MOSCOW: Russian Prime Minister Vladimir Putin is stepping up rhetoric against the United States as his campaign for the March 4 presidential election intensifies after the biggest protests against his rule.

The US “wants to control everything” and takes decisions unilaterally on key questions, Putin said on a campaign stop in the Siberian city of Tomsk, about 3,000 kilometres east ofMoscow. “Sometimes I get the impression the US doesn’t need allies, it needs vassals.”

Putin is seeking a new term in the Kremlin amid the biggest challenge to his 12-year rule after fraud allegations at parliamentary polls sparked mass protests. The Russian leader, who has repeatedly accused the U.S. of interfering in other countries’ affairs, said last week that reports by a state-owned Moscow radio station supported American interests.

“The No 1 reason Putin is doing this is elections,” said Jan Techau, director of the European Center of the Carnegie Endowment for International Peace in Brussels. “It’s pre-election sabre-rattling. This is vintage Putin.”
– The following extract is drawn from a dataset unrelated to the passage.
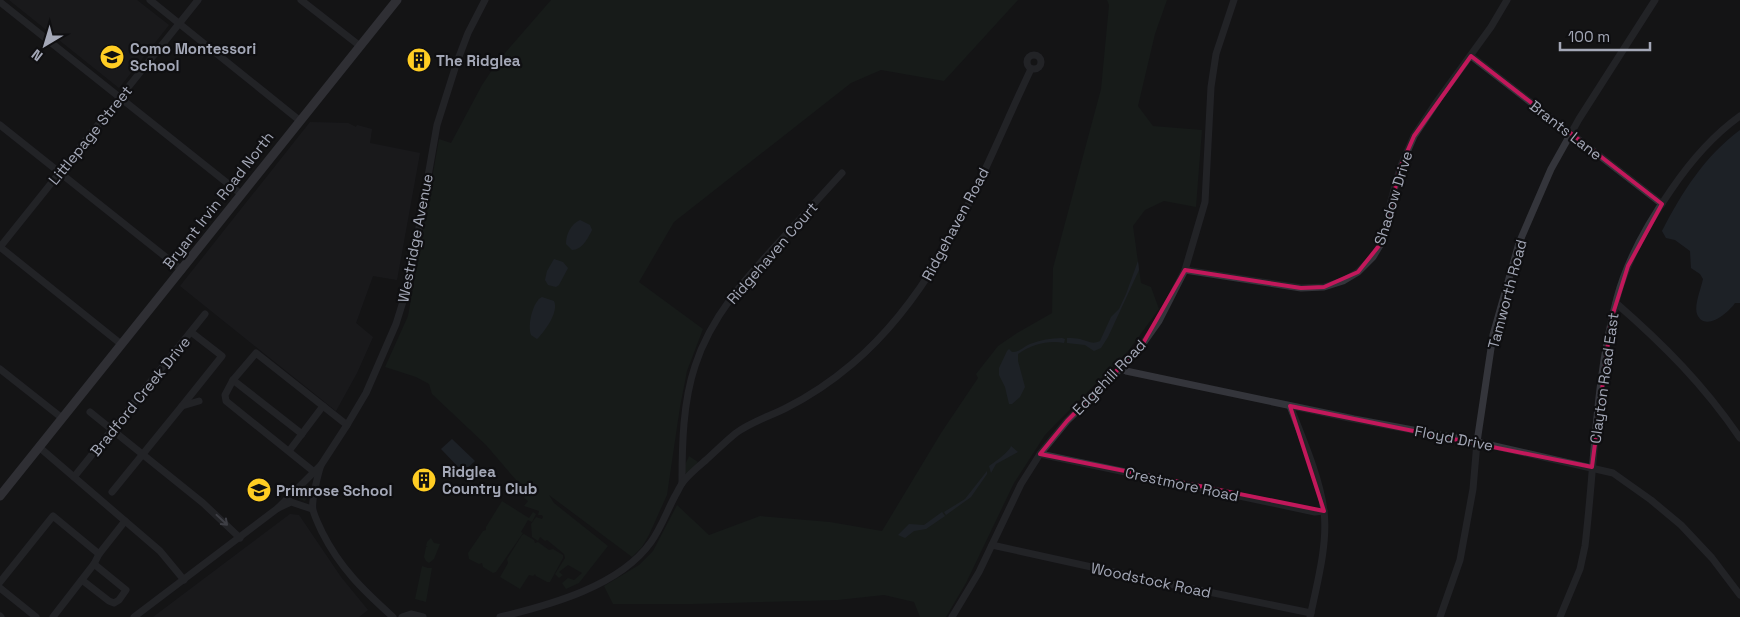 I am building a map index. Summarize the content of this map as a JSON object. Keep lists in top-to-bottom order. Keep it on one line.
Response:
{"streets":{"main road":["Bryant Irvin Road North"],"street":["Brants Lane","Littlepage Street","Shadow Drive","Ridgehaven Road","Westridge Avenue","Ridgehaven Court","Tamworth Road","Edgehill Road","Clayton Road East","Bradford Creek Drive","Floyd Drive","Crestmore Road","Woodstock Road"]},"crossings":[["Brants Lane","Shadow Drive"],["Brants Lane","Tamworth Road"],["Brants Lane","Clayton Road East"],["Shadow Drive","Edgehill Road"],["Ridgehaven Road","Ridgehaven Court"],["Tamworth Road","Floyd Drive"],["Edgehill Road","Floyd Drive"],["Edgehill Road","Crestmore Road"],["Edgehill Road","Woodstock Road"],["Clayton Road East","Floyd Drive"]],"places":{"school or university":["Como Montessori School","Primrose School"],"building":["The Ridglea","Ridglea Country Club"]},"scale_bar":"100 m","north":"bottom left"}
Putin’s remarks added to anti-American rhetoric after a senior member of his ruling United Russia party said on Tuesday that new U.S. ambassador to Russia, Michael McFaul, is trying to fuel revolution by meeting opposition leaders.
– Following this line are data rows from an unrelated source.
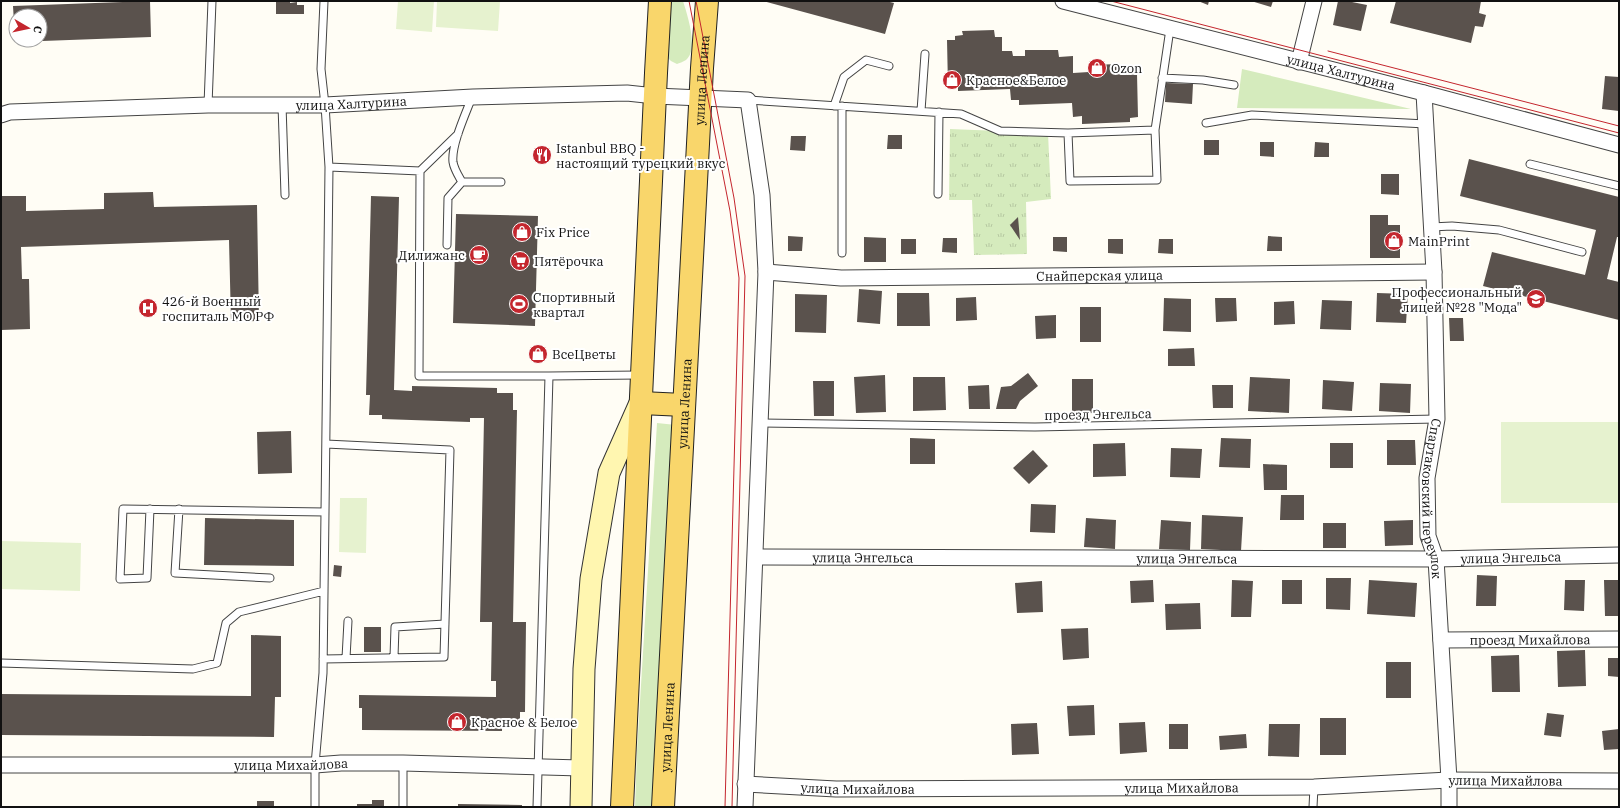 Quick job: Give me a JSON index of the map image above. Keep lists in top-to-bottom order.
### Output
{
  "streets": {
    "main road": ["улица Ленина"],
    "street": [
      "улица Халтурина",
      "Снайперская улица",
      "Спартаковский переулок",
      "улица Энгельса",
      "проезд Михайлова",
      "улица Михайлова"
    ],
    "lane": ["проезд Энгельса"]
  },
  "crossings": [
    ["улица Халтурина", "улица Ленина"],
    ["улица Халтурина", "Спартаковский переулок"],
    ["Снайперская улица", "Спартаковский переулок"],
    ["проезд Энгельса", "Спартаковский переулок"],
    ["Спартаковский переулок", "улица Энгельса"],
    ["Спартаковский переулок", "проезд Михайлова"],
    ["Спартаковский переулок", "улица Михайлова"]
  ],
  "places": {
    "shop": [
      "Ozon",
      "Красное&Белое",
      "Fix Price",
      "MainPrint",
      "ВсеЦветы",
      "Красное & Белое"
    ],
    "restaurant": ["Istanbul BBQ - настоящий турецкий вкус"],
    "cafe": ["Дилижанс"],
    "supermarket": ["Пятёрочка"],
    "school or university": ["Профессиональный лицей №28 \"Мода\""],
    "sports": ["Спортивный квартал"],
    "hospital": ["426-й Военный госпиталь МО РФ"]
  },
  "north": "right"
}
Efforts to improve relations with the United States under the so-called “reset”’ policy of President Barack Obama were spearheaded by Russian President Dmitry Medvedev, who agreed in September to make way for Putin’s return in March 4 elections. Medvedev forecast that the disagreement between Russia and the U.S. over American plans to stationmissile-defense facilities in Europe would continue to bedevil relations and get much worse from 2018 to 2020.

“’Medvedev’s departure is significant to the extent that Putin has a specific attitude to American leaders: he doesn’t trust them,” Fyodor Lukyanov, an analyst at the Council on Foreign and Defence Policy in Moscow, said by phone. “The atmosphere will be less constructive.”

Russian-US relations suffered a setback last year when the two nations disagreed over the NATO military campaign that led to the overthrow of Libya’s Moammar Qadhafi and U.S.-led attempts to censure Syria at the United Nations for its crackdown on anti-government unrest, which Russia says is part of another attempt at regime change.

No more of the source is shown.